Only certain lines below are wanted: those starting at the line containing "Quick job: Describe" and ending at the line containing "Read this street", both included, each retyped exactly.

[Supplied entries — start]

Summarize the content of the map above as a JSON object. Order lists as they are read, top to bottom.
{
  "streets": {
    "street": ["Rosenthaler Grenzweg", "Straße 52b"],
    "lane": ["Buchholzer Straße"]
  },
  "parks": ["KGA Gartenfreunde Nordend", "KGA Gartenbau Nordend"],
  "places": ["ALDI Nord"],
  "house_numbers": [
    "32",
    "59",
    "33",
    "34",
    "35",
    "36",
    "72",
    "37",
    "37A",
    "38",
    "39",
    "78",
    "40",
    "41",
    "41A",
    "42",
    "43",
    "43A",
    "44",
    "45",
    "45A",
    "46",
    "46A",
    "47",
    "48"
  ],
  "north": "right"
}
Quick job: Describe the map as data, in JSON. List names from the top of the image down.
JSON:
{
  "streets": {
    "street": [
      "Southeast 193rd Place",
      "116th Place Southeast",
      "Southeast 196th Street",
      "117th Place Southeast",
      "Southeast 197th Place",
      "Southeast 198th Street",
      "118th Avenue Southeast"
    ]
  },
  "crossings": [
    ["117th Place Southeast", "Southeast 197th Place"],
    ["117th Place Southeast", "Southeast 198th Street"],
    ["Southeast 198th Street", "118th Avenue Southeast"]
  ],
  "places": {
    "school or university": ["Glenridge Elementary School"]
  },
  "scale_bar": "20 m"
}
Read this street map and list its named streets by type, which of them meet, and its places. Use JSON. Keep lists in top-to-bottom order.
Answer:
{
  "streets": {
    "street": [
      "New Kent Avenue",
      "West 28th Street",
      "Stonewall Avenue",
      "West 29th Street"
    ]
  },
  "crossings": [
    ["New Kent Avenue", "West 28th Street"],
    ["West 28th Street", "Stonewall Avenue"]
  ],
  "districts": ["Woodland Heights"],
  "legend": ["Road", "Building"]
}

[Supplied entries — finish]

## Task answer
Quick job: Describe the map as data, in JSON. List names from the top of the image down.
JSON:
{
  "streets": {
    "street": [
      "Southeast 193rd Place",
      "116th Place Southeast",
      "Southeast 196th Street",
      "117th Place Southeast",
      "Southeast 197th Place",
      "Southeast 198th Street",
      "118th Avenue Southeast"
    ]
  },
  "crossings": [
    ["117th Place Southeast", "Southeast 197th Place"],
    ["117th Place Southeast", "Southeast 198th Street"],
    ["Southeast 198th Street", "118th Avenue Southeast"]
  ],
  "places": {
    "school or university": ["Glenridge Elementary School"]
  },
  "scale_bar": "20 m"
}
Read this street map and list its named streets by type, which of them meet, and its places. Use JSON. Keep lists in top-to-bottom order.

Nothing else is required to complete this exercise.